On September 24, an asteroid sample taken from space will land on Earth. The Canadian Space Agency (CSA) team is excited, because thanks to its contribution to this mission, it will be able to recover a portion of this celestial body. And its study should help to better understand the formation of the solar system and the emergence of life on Earth.
Launched on September 8, 2016, the space probe OSIRIS-REx arrived near the asteroid Bennu on December 3, 2018. It then remained in orbit around this star for two years, during which it collected data which allowed it to select a suitable sampling site.
A sample of Bennu was finally taken on October 20, 2020. A few months later, the probe began the return journey to Earth. And it is on September 24 that it must release the capsule containing the asteroid sample. The latter will pass through the Earth’s atmosphere before landing in the Utah desert. The probe OSIRIS-RExfor its part, will leave for other skies.
What is the point of such a mission when asteroids – or at least fragments – are already present on the ground of our planet? “These fragments that fell to Earth were exposed to extreme temperatures as they passed through the atmosphere and they may have suffered contamination during the thousands of years they spent on the Earth’s surface, where the importance of going into space to look for an intact sample which has not been altered either by the earth’s atmosphere or by terrestrial compounds”, argues Caroline-Emmanuelle Morisset, scientist in the planetary sciences program at the ASC.

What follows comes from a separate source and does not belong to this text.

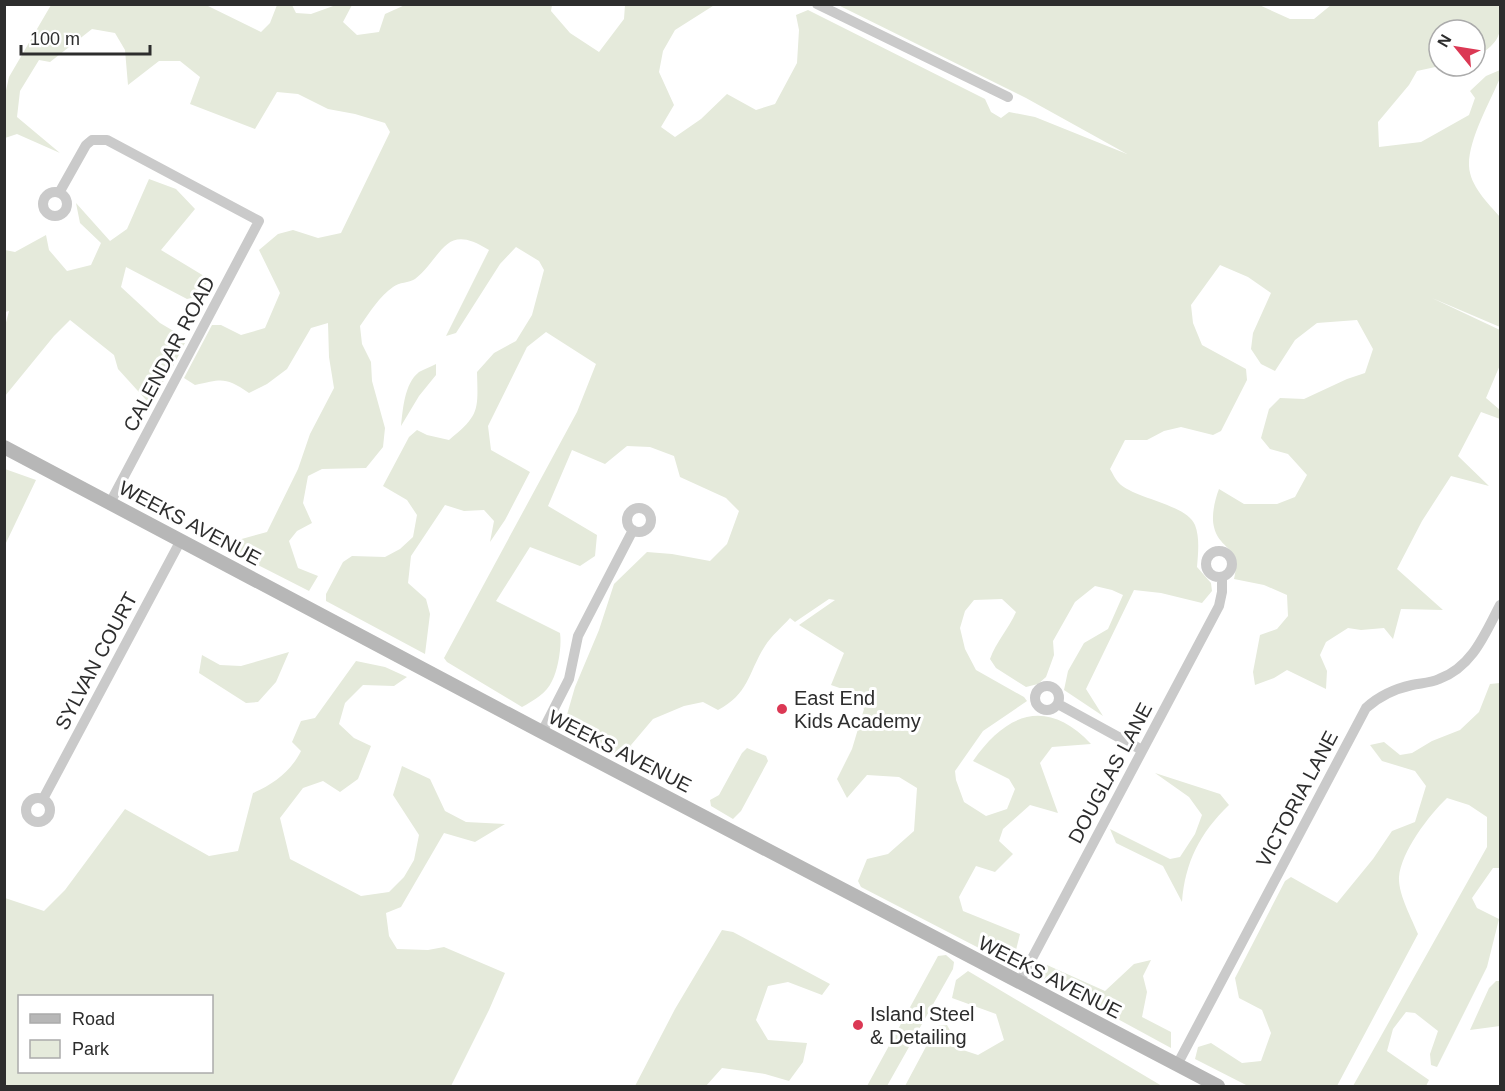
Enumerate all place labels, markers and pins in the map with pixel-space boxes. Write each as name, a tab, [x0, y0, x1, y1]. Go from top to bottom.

“We think that an asteroid like Bennu constitutes a piece of the beginning of the formation of the solar system, it perhaps even contains fragments which would be older than the solar system. Collecting a sample from Bennu will allow us to open a window on the beginning of the formation of the solar system, to understand its formation and its origin,” she continues.
Remaining almost intact since the formation of the solar system 4.6 billion years ago, Bennu represents an important witness to this distant era. It should provide clues to how planets formed.
Asteroids like Bennu formed early in the formation of the solar system, when energy began to decrease and clouds of matter condensed and solidified, the scientist explains. But unlike planets, asteroids have not differentiated and are much smaller in size.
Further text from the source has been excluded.